I meant to say are they  a special operations unit .


----------



## Ooh-Rah (Jul 5, 2015)

Let me me see if I can help you again as I did in this thread:

http://www.shadowspear.com/vb/threads/could-i-get-guidance.23408/

Now I'm sure you already took my advice about using the search function?  

Great!  

Sorry there were not enough pages here to keep you interested, here ya go!

Secret Link


----------



## AWP (Jul 5, 2015)

LRS units are a touchy subject so I can see why someone with no uniformed time is confused. Given the thread posted above though....the OP needs to slow down and do some reading.

The short version is they are not SOF though some think they are. They have "Ranger" slots but those are for Ranger school and not "Ranger" as in the 75th. There is also no defined selection process though units run their own so standards will vary. On the Guard side you don't need any experience to enlist into an LRS unit though some units can afford to be selective if they have a pile of prior service applicants. AD is different in their personnel acquisition.

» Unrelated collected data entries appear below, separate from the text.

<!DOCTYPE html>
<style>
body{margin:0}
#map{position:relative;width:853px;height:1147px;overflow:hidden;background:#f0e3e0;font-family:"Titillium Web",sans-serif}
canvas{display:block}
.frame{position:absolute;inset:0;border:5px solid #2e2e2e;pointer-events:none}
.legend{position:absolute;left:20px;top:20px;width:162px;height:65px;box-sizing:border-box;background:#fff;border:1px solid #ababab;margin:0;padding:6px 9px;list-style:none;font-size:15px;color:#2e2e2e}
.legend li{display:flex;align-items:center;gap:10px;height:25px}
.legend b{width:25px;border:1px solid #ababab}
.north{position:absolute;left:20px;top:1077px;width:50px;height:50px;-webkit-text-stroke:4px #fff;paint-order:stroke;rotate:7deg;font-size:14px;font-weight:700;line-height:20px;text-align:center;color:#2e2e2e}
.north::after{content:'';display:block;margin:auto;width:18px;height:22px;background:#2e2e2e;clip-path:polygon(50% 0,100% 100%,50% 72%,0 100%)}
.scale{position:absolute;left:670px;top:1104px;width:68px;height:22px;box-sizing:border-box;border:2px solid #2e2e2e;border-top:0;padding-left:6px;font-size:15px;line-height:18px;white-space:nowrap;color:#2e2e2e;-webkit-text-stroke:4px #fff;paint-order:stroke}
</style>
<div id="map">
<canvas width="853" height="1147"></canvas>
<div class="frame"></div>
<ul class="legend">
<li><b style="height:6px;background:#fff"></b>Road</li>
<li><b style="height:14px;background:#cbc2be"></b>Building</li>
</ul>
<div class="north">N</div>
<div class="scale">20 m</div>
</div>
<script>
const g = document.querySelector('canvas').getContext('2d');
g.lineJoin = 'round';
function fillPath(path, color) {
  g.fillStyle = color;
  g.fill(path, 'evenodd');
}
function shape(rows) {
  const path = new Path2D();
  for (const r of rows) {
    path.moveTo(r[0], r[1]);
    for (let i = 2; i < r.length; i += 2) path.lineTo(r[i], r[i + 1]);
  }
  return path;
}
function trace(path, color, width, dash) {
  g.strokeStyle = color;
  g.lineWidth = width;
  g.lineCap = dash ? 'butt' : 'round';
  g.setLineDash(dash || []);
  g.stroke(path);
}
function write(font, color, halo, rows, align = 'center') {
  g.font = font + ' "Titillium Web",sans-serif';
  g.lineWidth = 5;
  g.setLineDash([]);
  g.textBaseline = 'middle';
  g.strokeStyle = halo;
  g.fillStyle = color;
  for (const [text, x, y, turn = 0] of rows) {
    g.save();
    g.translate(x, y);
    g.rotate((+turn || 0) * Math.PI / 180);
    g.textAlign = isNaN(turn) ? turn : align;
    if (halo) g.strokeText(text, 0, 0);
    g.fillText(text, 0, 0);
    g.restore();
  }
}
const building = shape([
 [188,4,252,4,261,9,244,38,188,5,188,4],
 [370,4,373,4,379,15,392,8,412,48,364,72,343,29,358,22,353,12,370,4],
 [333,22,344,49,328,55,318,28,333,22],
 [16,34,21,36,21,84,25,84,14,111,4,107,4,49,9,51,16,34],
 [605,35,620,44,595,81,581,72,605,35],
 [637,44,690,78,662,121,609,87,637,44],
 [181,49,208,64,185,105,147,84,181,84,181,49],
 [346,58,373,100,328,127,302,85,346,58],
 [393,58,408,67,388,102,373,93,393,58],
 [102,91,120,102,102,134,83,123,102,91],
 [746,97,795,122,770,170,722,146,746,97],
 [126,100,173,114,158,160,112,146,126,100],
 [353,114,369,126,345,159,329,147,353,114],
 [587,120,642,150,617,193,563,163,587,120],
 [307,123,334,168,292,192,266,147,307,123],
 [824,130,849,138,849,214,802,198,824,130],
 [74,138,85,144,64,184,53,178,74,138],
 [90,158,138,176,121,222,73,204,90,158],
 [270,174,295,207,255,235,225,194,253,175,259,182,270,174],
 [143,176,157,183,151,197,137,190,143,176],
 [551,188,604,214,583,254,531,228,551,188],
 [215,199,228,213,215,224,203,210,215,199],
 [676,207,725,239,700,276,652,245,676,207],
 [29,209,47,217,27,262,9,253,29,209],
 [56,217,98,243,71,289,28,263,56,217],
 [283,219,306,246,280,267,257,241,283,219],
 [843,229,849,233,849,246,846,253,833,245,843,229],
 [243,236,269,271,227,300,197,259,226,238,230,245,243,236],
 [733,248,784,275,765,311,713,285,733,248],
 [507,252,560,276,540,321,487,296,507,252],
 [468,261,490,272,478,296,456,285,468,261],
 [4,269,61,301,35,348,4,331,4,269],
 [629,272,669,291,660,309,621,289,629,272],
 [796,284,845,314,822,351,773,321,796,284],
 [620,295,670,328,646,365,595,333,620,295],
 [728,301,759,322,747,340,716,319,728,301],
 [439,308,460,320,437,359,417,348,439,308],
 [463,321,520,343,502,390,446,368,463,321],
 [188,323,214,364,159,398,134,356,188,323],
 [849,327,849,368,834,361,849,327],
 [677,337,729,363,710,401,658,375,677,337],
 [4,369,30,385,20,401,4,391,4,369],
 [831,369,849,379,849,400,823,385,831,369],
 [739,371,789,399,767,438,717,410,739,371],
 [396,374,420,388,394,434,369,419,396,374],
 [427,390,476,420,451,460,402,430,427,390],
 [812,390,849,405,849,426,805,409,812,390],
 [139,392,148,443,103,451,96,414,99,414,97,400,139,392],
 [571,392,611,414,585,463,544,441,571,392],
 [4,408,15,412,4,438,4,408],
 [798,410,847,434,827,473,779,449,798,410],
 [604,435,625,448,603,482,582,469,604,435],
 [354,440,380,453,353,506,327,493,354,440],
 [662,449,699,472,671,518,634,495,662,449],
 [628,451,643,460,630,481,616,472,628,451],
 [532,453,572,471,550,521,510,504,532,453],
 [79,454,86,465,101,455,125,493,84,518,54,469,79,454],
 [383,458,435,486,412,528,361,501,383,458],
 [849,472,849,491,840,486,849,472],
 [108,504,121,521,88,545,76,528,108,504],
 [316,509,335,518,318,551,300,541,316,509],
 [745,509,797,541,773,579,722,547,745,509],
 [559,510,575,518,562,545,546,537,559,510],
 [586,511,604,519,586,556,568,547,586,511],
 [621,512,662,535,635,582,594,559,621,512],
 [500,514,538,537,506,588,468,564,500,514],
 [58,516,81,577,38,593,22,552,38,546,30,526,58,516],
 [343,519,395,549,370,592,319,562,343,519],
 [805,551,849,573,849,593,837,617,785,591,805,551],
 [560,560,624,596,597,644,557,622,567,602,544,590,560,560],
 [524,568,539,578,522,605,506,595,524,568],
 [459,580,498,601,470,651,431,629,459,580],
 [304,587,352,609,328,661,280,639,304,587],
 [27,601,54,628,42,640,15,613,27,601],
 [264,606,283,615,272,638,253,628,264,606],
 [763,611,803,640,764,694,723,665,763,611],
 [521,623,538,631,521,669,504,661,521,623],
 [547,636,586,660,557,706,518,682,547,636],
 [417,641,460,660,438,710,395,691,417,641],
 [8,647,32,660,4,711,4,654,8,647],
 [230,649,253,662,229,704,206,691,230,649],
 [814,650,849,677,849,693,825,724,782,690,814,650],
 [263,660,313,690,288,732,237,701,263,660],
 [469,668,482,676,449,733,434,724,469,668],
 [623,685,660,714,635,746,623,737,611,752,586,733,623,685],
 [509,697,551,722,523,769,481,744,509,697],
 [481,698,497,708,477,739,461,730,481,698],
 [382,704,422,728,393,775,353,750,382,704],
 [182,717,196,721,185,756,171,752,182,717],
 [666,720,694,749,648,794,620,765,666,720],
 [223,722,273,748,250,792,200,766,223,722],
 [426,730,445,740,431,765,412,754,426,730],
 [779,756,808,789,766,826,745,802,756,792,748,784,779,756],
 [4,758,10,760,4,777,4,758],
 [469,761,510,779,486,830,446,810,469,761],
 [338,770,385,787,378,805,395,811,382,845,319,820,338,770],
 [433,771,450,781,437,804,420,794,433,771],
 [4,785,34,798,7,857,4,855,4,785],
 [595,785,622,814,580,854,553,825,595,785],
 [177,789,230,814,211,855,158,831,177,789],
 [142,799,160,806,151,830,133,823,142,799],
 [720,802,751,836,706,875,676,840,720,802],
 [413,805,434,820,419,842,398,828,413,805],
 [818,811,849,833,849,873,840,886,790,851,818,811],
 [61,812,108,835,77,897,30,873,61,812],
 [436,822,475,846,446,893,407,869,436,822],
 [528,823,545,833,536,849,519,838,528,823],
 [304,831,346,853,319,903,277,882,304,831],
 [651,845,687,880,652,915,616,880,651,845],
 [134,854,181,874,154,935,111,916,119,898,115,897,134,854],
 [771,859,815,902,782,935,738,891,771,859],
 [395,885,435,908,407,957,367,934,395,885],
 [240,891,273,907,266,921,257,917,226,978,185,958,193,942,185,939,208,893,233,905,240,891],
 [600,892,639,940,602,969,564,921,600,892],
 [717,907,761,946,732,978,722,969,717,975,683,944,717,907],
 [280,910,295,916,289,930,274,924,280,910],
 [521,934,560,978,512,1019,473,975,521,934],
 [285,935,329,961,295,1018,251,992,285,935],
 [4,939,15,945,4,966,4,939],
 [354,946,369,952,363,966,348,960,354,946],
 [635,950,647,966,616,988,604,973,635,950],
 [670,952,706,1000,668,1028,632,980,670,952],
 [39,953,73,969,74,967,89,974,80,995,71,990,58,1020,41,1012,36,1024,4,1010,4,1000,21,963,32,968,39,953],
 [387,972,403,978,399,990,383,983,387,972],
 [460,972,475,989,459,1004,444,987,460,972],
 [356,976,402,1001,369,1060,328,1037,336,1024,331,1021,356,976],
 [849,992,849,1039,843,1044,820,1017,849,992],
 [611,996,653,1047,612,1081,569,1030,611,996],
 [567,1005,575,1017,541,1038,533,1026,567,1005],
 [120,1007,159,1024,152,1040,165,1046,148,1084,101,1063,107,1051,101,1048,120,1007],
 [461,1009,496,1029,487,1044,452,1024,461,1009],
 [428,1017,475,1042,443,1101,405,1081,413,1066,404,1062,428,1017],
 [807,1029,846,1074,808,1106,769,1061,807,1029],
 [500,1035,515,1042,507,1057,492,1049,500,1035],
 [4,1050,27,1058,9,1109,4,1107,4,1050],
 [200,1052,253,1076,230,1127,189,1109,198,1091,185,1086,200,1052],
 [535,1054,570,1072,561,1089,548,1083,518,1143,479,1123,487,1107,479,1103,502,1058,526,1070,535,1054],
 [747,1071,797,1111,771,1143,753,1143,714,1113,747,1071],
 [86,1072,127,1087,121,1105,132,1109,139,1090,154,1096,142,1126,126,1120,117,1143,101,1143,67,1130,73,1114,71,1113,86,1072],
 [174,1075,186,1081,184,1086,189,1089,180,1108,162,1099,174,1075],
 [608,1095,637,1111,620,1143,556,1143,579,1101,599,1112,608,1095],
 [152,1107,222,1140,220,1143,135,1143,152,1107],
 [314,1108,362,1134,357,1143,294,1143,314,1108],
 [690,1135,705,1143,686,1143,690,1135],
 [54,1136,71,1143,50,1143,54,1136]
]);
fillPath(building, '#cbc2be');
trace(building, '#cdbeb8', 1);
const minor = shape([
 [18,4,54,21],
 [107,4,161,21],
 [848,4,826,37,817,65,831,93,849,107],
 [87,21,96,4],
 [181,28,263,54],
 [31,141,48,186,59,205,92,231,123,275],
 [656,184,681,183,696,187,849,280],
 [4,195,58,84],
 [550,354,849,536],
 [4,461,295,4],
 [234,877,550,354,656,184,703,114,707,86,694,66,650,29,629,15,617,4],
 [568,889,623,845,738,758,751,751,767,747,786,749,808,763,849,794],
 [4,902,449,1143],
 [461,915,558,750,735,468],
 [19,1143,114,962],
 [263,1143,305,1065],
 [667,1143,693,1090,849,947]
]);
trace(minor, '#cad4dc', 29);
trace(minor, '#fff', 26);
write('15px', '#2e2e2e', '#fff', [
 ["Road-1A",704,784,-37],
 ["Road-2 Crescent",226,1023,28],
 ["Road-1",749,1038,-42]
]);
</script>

Anyone wishing to join and go LRS needs to understand they aren't given any guaranteed shot at the process. Ranger Opt. 40 and 18x give you a guaranteed chance to pass/ fail, LRS is neither SOF nor offers a "sure thing" to even begin the journey. Good guys, good mission, very valid (when used properly, a whole other thread), but not SOF.

Also, learn to use the Search function and spend some time to browse the forum before asking your questions.


----------